My eyelids drift shut. I know it’s only the hand cradling my face that’s holding me up. I can see that future. I see it with fluorescent intensity. Life with the lights turned on. Life where living means more than existing. For everything he’s taken from me, he’s given me back more. He breathed a soul back into me. Without it, without him, I’d be a walking corpse.
I see our future. I ache for it, yearn for it, despise myself for it.
“Say it, Angel. Say, Haithem, I’m yours.”
For all intents and purposes, I’m a prisoner—captive—perhaps even a slave. Because I have no choices but the ones he gives me. Yet, he gives me this choice—or at least the illusion of a choice—to choose him.
To love him.
As if making a choice had ever been an option.
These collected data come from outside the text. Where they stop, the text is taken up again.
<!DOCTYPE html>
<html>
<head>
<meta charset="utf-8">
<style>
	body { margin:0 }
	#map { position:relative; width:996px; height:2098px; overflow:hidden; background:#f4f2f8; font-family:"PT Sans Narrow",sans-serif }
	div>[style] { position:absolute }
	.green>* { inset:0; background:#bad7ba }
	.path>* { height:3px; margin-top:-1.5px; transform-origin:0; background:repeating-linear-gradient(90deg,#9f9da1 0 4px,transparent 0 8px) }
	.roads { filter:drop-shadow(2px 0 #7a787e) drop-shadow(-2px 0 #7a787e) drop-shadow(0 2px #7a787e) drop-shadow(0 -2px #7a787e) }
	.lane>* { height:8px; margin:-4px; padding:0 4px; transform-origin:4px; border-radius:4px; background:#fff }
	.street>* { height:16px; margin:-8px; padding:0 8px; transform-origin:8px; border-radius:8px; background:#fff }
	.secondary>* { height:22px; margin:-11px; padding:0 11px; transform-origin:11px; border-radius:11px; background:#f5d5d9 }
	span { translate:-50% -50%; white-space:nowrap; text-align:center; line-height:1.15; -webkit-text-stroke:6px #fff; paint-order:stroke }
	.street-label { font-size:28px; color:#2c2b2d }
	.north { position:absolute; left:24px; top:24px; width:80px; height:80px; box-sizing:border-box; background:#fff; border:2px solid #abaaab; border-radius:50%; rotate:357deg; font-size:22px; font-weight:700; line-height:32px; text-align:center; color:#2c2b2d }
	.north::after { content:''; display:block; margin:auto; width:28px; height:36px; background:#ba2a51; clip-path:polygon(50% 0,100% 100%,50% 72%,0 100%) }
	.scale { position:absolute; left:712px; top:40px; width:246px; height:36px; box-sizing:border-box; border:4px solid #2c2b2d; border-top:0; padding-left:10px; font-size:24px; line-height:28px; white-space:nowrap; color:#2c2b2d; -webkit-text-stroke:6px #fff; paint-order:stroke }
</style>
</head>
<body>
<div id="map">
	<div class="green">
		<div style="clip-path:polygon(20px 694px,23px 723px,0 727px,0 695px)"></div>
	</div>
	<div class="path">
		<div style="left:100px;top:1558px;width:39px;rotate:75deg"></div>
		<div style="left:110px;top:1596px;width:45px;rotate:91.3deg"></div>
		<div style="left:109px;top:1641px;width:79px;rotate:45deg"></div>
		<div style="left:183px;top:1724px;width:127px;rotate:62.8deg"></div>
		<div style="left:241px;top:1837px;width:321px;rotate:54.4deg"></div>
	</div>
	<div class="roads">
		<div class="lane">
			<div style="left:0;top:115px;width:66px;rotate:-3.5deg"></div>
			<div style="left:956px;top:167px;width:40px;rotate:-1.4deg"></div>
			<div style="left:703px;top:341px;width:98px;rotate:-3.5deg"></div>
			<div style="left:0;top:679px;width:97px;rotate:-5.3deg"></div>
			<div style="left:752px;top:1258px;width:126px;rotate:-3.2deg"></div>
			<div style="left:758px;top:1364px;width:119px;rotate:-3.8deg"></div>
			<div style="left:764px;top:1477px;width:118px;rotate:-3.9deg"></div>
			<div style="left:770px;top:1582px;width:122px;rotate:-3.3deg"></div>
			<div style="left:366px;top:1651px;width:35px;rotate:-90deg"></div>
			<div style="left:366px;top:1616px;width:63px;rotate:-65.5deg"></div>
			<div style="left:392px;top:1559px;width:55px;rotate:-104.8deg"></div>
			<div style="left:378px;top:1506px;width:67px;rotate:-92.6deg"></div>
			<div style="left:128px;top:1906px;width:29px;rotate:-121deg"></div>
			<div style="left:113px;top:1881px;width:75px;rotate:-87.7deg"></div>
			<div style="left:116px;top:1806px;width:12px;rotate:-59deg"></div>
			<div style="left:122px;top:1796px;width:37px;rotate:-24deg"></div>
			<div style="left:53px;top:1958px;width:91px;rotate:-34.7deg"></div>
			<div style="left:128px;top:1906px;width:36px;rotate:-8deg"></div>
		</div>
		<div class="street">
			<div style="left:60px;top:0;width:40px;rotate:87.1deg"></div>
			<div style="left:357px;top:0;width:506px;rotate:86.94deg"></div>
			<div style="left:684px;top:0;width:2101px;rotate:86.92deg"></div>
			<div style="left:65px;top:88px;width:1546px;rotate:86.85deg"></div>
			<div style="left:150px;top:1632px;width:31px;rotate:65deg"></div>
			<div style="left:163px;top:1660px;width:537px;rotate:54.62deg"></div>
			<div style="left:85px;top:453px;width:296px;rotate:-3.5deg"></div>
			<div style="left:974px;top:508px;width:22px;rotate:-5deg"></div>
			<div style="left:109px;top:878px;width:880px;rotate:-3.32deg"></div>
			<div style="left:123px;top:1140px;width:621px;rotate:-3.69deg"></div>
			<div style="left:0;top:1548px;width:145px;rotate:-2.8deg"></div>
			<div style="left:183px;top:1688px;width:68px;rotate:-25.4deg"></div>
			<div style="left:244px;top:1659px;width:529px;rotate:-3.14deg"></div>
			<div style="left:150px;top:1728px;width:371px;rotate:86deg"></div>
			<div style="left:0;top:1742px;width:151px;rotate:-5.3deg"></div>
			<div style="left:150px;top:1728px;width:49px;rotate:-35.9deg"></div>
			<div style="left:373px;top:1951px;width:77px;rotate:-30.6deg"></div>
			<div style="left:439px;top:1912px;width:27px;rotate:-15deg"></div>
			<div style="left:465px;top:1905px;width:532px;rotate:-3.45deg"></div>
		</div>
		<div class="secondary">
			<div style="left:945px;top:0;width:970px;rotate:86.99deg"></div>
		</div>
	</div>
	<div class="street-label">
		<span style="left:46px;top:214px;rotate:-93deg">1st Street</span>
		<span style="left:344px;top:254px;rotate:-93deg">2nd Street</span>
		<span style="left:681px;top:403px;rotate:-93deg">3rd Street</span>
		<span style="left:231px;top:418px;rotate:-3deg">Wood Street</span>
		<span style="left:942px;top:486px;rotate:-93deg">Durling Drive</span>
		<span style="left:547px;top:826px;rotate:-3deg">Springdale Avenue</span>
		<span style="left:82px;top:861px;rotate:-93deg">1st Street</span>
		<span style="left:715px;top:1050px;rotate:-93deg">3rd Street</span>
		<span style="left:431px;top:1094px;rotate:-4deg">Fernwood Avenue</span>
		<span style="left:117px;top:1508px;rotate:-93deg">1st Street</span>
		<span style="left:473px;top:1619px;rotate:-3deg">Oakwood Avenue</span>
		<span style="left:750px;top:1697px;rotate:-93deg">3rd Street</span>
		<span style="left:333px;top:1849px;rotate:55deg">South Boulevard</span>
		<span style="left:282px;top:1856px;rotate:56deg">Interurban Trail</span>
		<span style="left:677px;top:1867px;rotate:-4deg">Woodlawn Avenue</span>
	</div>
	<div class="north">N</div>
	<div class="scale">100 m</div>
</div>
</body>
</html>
The moment I met him, I may as well have been branded.
The days and weeks since I’ve known him flow through my memory like a song. Each moment a lyric in time. Each word soldered into my heart. I see him for the first time with eyes wide-open.
Giver and taker.
A symphony of complexities—man of generosity and greed, cruelty and kindness.
The man I love.
Villain and hero.
The man who took me apart and put me together again—over and over.
I feel all the danger, all the fear, all the pain—pain sharp like a blade cutting right through my scar tissue. I feel it all. Sensations packed one on top of the other, cramming into me.